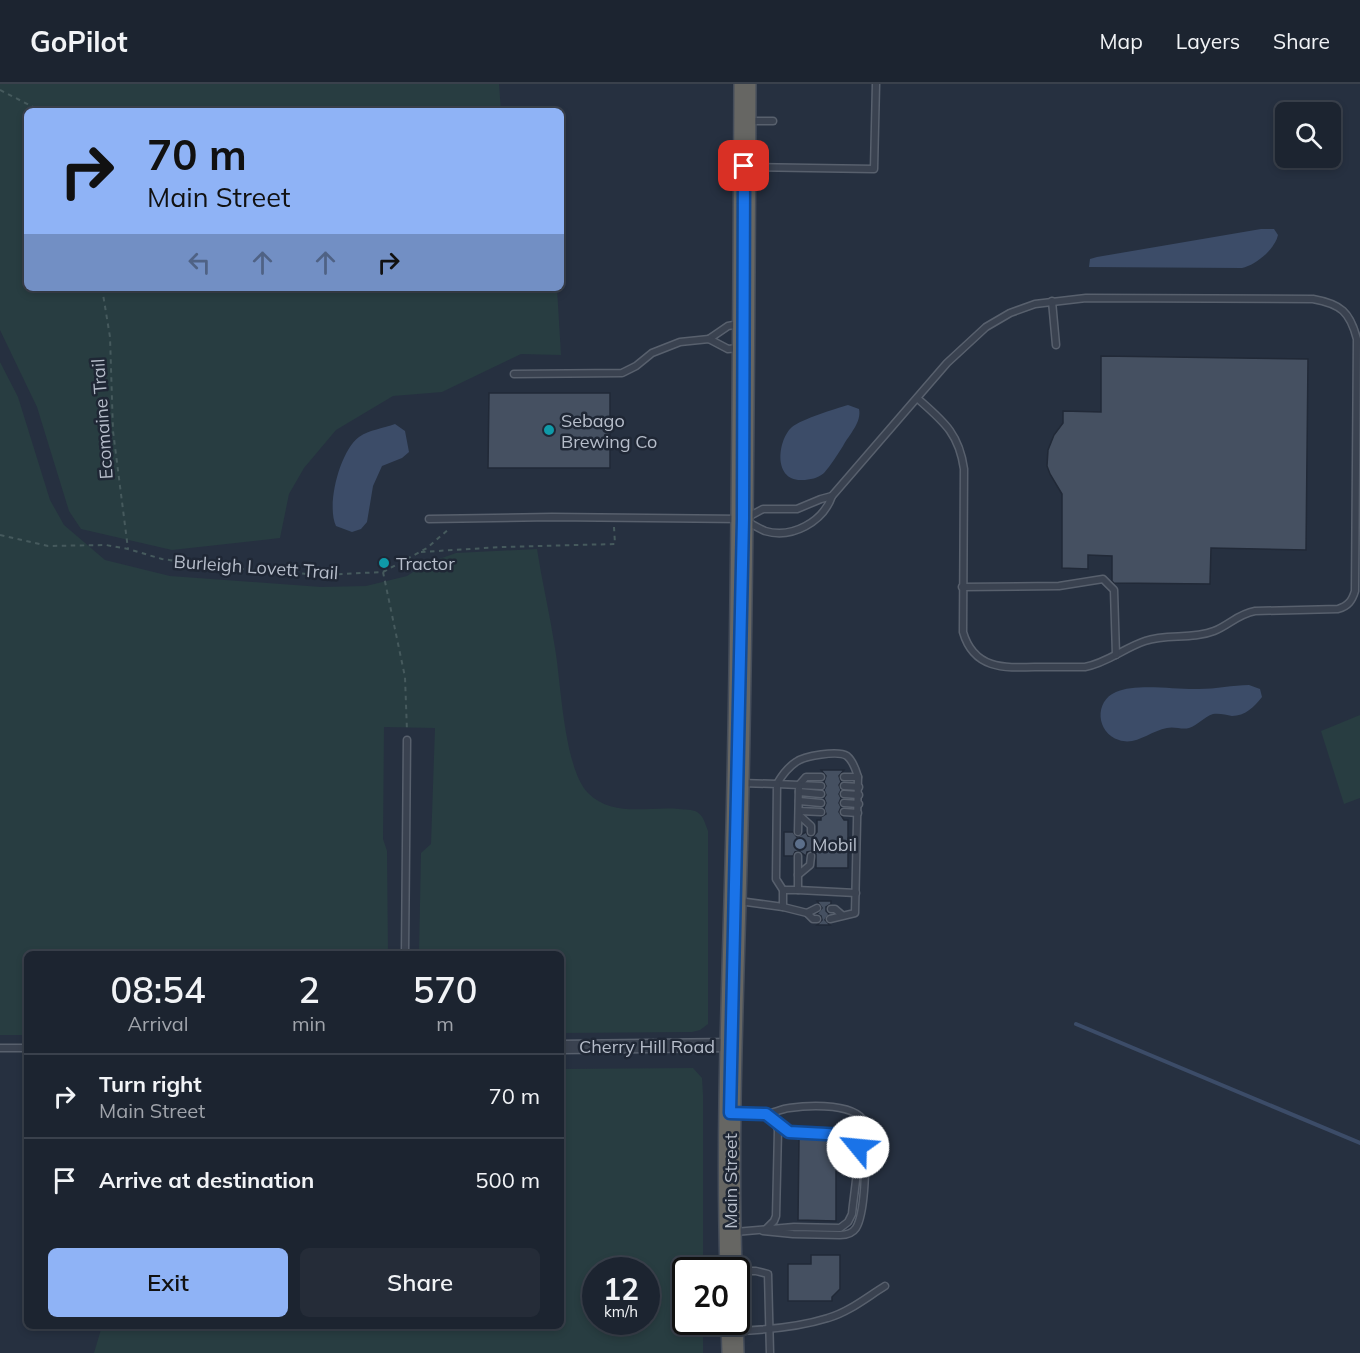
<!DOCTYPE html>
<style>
body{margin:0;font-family:Mulish,sans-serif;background:#252c38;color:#f1f3f6;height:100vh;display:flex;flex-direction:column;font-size:22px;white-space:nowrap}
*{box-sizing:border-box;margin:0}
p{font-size:20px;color:#a0a4ab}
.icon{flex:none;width:33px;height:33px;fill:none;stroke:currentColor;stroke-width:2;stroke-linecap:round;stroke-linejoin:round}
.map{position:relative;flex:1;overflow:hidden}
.side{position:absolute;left:24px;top:867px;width:540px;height:378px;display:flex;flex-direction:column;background:#1c2430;border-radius:9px;box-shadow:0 3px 9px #0003,0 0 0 2px #3a414c}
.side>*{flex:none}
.top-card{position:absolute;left:24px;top:24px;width:540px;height:183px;border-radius:9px;box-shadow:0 3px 9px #0003,0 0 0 2px #3a414c;background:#8fb3f6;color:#111;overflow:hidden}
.fabs{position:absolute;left:1275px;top:18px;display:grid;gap:12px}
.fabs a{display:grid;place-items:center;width:66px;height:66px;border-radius:9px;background:#1c2430;box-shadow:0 3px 9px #0003,0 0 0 2px #3a414c;font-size:30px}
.speed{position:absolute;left:582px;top:1173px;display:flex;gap:12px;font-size:30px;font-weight:700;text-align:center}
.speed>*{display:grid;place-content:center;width:78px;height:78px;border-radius:50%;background:#1c2430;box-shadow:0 3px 9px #0003,0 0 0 2px #3a414c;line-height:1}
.speed small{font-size:15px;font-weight:400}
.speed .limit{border:3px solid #111;border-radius:9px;background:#fff;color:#111}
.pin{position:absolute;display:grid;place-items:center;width:51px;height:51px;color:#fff;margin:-26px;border-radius:12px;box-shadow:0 3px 9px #0006}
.me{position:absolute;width:66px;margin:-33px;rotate:298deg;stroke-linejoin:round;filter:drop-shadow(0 0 4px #0008)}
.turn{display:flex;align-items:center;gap:21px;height:126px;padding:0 24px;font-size:27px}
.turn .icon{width:78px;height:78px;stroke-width:2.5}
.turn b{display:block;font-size:42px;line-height:51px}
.lanes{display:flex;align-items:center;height:57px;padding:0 24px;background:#0003;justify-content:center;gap:30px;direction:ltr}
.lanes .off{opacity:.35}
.eta{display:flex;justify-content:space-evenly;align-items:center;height:102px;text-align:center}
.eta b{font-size:36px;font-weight:600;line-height:42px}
.button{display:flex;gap:12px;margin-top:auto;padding:12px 24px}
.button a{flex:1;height:69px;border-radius:9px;background:#8fb3f6;color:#111;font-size:24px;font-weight:600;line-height:69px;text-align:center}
.button a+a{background:#252c38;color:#f1f3f6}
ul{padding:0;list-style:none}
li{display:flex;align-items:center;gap:18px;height:84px;padding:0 24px;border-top:2px solid #3a414c}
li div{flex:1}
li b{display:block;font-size:22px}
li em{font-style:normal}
header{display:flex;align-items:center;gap:36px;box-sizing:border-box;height:84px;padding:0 30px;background:#1c2430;border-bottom:2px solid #3a414c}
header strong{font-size:28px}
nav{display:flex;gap:33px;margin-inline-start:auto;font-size:21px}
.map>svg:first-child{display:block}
.green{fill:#283d41;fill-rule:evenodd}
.water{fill:#3c4c68}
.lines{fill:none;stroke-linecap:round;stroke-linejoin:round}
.stream{stroke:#3c4c68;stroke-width:4}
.building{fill:#455061;stroke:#212937;stroke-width:1.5}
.service-casing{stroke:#58606d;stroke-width:9}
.minor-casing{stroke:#58606d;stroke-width:15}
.trunk-casing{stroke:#454d5a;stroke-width:24}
.path{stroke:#465a5d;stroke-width:2;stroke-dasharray:4.5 4.5;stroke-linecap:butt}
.service{stroke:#3a4250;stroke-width:6}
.minor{stroke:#3a4250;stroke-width:12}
.trunk{stroke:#666663;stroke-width:21}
.route-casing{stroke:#114b97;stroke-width:15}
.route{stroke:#1a73e8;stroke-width:10}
.culture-dot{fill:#0f9aa8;stroke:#1f2735;stroke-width:2}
.service-dot{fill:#5c6f8a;stroke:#1f2735;stroke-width:2}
.labels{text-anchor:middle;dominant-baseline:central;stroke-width:5;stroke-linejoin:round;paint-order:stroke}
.street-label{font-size:18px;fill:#b6bdca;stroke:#1f2735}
.poi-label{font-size:18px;fill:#b6bdca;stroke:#1f2735;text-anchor:start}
</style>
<header>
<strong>GoPilot</strong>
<nav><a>Map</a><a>Layers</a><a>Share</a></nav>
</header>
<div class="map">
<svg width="1360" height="1269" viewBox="0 0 1360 1269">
<rect width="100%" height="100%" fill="#263040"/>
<g class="green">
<path d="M 0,0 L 499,0 L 501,27 L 27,27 L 27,204 L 557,204 L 561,271 L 521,270 L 442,308 L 393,312 L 336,346 L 304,384 L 289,410 L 280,454 L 172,466 L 81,445 L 69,427 L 37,323 L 0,246 Z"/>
<path d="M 0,278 L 18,313 L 50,416 L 64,441 L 105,476 L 170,492 L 321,503 L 366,502 L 407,492 L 425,480 L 456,469 L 537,465 C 542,498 550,531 555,564 C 561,598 564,685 588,709 C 613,734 648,722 679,725 C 685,726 692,725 697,728 C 704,732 705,740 708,747 L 708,940 L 700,946 L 692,948 L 561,949 L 561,870 L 419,870 L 421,769 L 431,760 L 435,644 L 384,643 L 383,755 L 387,767 L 388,870 L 27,870 L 27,951 L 0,951 Z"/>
<path d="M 1360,631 L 1360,714 L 1344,720 L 1321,647 Z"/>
<path d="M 693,984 L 702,994 L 703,1011 L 703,1186 L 686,1186 L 686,1238 L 703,1238 L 703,1269 L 94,1269 L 102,1242 L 561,1242 L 561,985 ZM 596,1186 L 646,1186 L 646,1238 L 596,1238 Z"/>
</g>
<g class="water">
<path d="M 1261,145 L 1274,145 L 1278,151 C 1275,165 1256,181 1242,184 L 1089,183 L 1090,175 L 1097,173 Z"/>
<path d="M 848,321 L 859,325 C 862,338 849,351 843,362 C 837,371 831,381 824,389 C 818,394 810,396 802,396 C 772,397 778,355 792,343 C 802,335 835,325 848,321 Z"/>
<path d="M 395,340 L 405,347 L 409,368 L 402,374 L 382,382 L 373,402 L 367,438 L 361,445 L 352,448 L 336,442 C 326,421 340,367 359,353 C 369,346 384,344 395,340 Z"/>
<path d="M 1249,601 L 1260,605 L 1262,613 C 1254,623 1245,632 1232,632 C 1226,631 1220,629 1213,630 C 1204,633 1198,641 1189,644 C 1182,646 1174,642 1167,644 C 1150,647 1136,662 1119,656 C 1096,649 1094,617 1116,608 C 1137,599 1177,606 1199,605 C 1216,605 1233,601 1249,601 Z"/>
</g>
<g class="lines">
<path class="stream" d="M 1076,940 L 1360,1059"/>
</g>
<g class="building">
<path d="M 1101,272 L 1308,275 L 1306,466 L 1211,464 L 1210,500 L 1114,499 L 1112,497 L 1112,472 L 1088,471 L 1088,485 L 1062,484 L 1062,410 L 1050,390 L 1047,382 L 1048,366 L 1054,351 L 1063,339 L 1063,327 L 1101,328 Z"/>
<path d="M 489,309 L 610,309 L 610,384 L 488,384 Z"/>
<path d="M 821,686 L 844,686 L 839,692 L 841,698 L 839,701 L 841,706 L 839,710 L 841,714 L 839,719 L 841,723 L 839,728 L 844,736 L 848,736 L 848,784 L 816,784 L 816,770 L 812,767 L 807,768 L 806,772 L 799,767 L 795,768 L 793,772 L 784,772 L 784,748 L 793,748 L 797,753 L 806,748 L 808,752 L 813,753 L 817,748 L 817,736 L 821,736 L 821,733 L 826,730 L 824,724 L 826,719 L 824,714 L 826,711 L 824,706 L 826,702 L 824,698 L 826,692 Z"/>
<path d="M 817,817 L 831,817 L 831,820 L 826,823 L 826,827 L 829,830 L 825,836 L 830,841 L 817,841 L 822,836 L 821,832 L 817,830 L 822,824 Z"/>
<path d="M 799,1055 L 836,1055 L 836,1059 L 841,1059 L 841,1087 L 836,1087 L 836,1137 L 798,1136 Z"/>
<path d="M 811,1171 L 840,1171 L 840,1205 L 832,1213 L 832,1217 L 788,1217 L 788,1180 L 811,1180 Z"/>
</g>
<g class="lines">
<g class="service-casing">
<g id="service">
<path d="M 748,37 L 773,37"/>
<path d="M 748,83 L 874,85 L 876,0"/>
<path d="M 1052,217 L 1056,261"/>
<path d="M 709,255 L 728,242 L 739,240"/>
<path d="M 514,290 L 622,289 L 636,282 L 652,269 L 680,258 L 709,255 L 728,265 L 739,264"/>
<path d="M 748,433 L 763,425 L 797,425 L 821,415 L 832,412"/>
<path d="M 429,435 L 552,433 L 743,435 C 750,439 758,444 765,447 C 792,455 823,438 832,412 L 947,279 L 986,243 L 1010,229 L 1035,220 L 1086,214 L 1313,215 C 1341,220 1350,228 1357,255 L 1355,507 C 1352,517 1348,522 1338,525 L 1255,527 C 1238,530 1229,541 1214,547 C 1191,556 1167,549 1145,557 C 1124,564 1107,579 1085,583 C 1069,583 1053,583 1037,583 C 1005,584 974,586 963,548 L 964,385 C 959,349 943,337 917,314"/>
<path d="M 962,503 L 1059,502 L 1103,495 L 1114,506 L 1116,571"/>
<path d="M 844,693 L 858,693"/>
<path d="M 799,701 L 806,693 L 821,693"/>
<path d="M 799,701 L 821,702"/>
<path d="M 844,702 L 859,703"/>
<path d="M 799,708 L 821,710"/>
<path d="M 844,710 L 859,711"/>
<path d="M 799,717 L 821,719"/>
<path d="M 844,719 L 859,720"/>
<path d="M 799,727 L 821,728"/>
<path d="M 844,728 L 858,729"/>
<path d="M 799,731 L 811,742 L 811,748"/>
<path d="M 798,748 L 799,701 L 777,700 C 782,691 787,684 796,678 C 804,672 838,666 847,672 C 853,677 856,686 858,693 L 855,829 L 830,835"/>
<path d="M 798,791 L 810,781 L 811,772"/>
<path d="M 783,806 L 798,806 L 798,772"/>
<path d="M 798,806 L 856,809"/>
<path d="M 739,817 L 783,823 L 783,806 L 776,795 L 777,700 L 741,699"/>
<path d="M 783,823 L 807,829 L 813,835 L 817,835"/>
<path d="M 831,825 L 835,825 L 842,831"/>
<path d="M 807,829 L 817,824"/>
<path d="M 405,870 L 407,656"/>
<path d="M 0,964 L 27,964"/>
<path d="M 733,1029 C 744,1029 756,1031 766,1030 C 774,1029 781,1025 789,1024 C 809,1021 860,1018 866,1042 C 865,1065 867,1126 856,1144 C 852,1150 846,1151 840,1151 L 793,1150 L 763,1147"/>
<path d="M 766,1145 L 774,1137 L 776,1132 L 778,1046 L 775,1037 L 766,1030"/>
<path d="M 735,1148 L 794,1143 L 840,1144 L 848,1138 L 852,1130 C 853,1116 861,1070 857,1060 C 850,1043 805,1053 790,1048 C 784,1046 779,1041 775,1037"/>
<path d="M 736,1187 L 756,1187 L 768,1190 L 770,1269"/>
<path d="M 736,1247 C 766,1246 799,1243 828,1234 C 849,1228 867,1213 885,1202"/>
</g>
</g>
<g class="minor-casing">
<path id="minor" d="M 561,963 L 732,961"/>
</g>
<g class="trunk-casing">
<g id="trunk">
<path d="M 731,1186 C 726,1024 735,860 738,698 C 743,465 744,233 745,0"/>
<path d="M 732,1238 L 733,1269"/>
</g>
</g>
<g class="path">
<path d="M 0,6 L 41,27"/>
<path d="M 102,204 L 110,253 L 113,347 L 128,465"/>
<path d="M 0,451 L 48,462 L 106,461 L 128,465 L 162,475 L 217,483 L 321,491 L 383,488 L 405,593 L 407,647"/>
<path d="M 421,468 L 502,463 L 615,460 L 614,443"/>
<path d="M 383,488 L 427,464 L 450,444"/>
</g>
<use href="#service" class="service"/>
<use href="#minor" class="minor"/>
<use href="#trunk" class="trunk"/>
</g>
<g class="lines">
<g class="route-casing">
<path id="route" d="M 744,82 L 743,435 L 730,1029 L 766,1030 L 789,1048 L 845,1051 L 855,1057 L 858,1063"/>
</g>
<use href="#route" class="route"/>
</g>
<g class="culture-dot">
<circle cx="549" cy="346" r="6"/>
<circle cx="384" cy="479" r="6"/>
</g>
<circle class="service-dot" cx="800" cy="760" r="6"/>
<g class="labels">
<g class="street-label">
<text transform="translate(102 335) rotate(-94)">Ecomaine Trail</text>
<text transform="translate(256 483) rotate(4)">Burleigh Lovett Trail</text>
<text x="647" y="962">Cherry Hill Road</text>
<text transform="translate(730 1097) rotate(-90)">Main Street</text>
</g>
<g class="poi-label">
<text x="561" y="336">Sebago<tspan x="561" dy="21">Brewing Co</tspan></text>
<text x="396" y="479">Tractor</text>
<text x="812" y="760">Mobil</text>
</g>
</g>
</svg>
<div class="fabs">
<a><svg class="icon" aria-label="search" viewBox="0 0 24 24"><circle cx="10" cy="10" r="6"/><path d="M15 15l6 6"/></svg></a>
</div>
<div class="speed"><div>12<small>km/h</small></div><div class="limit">20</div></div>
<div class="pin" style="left:744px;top:82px;background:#d93025"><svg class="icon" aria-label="arrive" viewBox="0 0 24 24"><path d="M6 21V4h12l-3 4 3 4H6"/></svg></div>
<svg class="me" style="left:858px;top:1063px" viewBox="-20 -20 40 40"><circle r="19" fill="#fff"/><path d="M0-13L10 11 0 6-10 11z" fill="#1a73e8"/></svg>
<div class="top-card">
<div class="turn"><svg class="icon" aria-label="right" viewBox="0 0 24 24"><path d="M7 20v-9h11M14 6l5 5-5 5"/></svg><div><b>70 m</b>Main Street</div></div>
<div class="lanes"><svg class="icon off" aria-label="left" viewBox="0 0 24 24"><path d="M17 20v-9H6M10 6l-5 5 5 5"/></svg><svg class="icon off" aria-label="ahead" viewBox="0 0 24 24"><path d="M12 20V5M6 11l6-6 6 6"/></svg><svg class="icon off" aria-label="ahead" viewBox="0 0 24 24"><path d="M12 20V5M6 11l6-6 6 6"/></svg><svg class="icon" aria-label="right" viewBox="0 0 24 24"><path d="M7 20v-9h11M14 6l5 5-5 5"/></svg></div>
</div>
<section class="side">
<div class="eta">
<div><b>08:54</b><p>Arrival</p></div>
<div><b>2</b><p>min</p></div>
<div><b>570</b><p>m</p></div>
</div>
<ul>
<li><svg class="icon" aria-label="right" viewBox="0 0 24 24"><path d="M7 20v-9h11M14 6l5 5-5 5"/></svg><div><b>Turn right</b><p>Main Street</p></div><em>70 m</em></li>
<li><svg class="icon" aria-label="arrive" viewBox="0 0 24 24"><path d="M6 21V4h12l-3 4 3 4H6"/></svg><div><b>Arrive at destination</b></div><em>500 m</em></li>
</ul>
<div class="button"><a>Exit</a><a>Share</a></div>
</section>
</div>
※
Work through the records line by line and tally those holding "none". Reply with the number alone.

4